Segment Start: Records to process

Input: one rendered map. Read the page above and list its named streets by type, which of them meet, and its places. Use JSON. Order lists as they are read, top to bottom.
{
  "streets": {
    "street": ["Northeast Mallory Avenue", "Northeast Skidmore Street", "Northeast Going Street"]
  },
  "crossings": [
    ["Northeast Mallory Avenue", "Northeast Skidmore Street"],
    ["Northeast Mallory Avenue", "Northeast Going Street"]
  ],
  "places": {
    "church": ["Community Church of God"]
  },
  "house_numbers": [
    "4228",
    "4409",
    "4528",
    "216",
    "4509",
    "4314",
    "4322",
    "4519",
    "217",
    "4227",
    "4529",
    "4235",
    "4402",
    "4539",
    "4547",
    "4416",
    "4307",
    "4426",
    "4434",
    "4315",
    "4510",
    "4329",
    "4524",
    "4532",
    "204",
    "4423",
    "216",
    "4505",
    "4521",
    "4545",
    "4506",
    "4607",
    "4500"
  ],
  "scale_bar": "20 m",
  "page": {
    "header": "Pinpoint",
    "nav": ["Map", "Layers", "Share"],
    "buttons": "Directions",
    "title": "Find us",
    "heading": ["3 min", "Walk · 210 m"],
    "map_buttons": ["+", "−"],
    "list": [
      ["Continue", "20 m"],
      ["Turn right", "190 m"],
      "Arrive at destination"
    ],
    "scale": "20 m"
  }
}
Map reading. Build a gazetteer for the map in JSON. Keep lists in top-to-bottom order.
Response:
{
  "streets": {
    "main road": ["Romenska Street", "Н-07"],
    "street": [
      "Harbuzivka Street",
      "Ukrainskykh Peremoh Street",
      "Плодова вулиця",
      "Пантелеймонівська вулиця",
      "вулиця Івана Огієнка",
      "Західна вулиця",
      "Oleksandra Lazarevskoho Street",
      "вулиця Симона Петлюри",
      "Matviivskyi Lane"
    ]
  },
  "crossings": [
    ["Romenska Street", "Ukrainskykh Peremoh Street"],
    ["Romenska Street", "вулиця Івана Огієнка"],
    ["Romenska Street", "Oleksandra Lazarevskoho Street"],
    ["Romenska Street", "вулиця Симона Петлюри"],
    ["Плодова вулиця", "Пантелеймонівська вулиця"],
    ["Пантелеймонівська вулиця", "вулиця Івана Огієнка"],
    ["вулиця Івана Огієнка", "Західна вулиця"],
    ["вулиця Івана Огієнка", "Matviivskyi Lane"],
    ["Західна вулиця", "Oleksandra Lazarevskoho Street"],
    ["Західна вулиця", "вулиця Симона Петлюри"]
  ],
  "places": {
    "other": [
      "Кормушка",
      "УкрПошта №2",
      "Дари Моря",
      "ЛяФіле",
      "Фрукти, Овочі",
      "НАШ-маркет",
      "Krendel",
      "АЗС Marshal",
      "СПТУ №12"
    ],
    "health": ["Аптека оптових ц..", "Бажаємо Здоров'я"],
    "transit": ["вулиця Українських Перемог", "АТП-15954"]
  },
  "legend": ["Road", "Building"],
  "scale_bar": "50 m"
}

Segment End: Records to process
Segment Start: Records to process

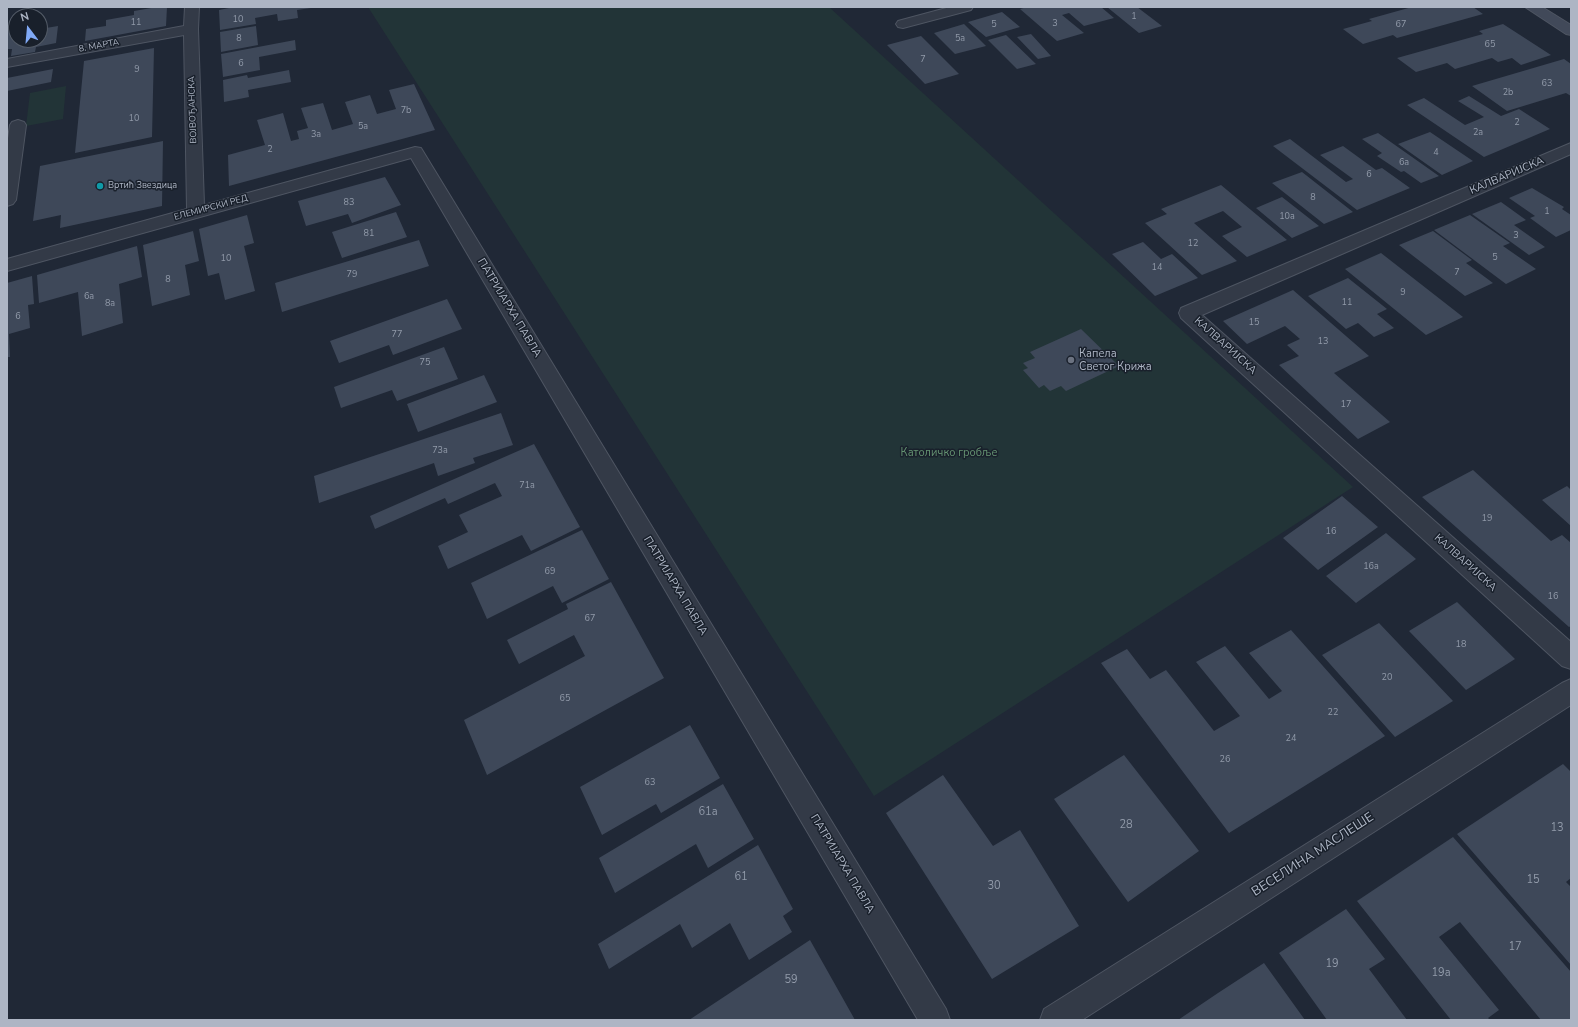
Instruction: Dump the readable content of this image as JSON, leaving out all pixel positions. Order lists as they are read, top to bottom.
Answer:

Segment End: Records to process
Segment Start: Records to process

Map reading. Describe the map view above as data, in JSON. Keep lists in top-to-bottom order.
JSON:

Segment End: Records to process

-- Requirement --
For each line in the entries that contains the string "reading", make a copy.

-- Written answer --
Map reading. Build a gazetteer for the map in JSON. Keep lists in top-to-bottom order.
Map reading. Describe the map view above as data, in JSON. Keep lists in top-to-bottom order.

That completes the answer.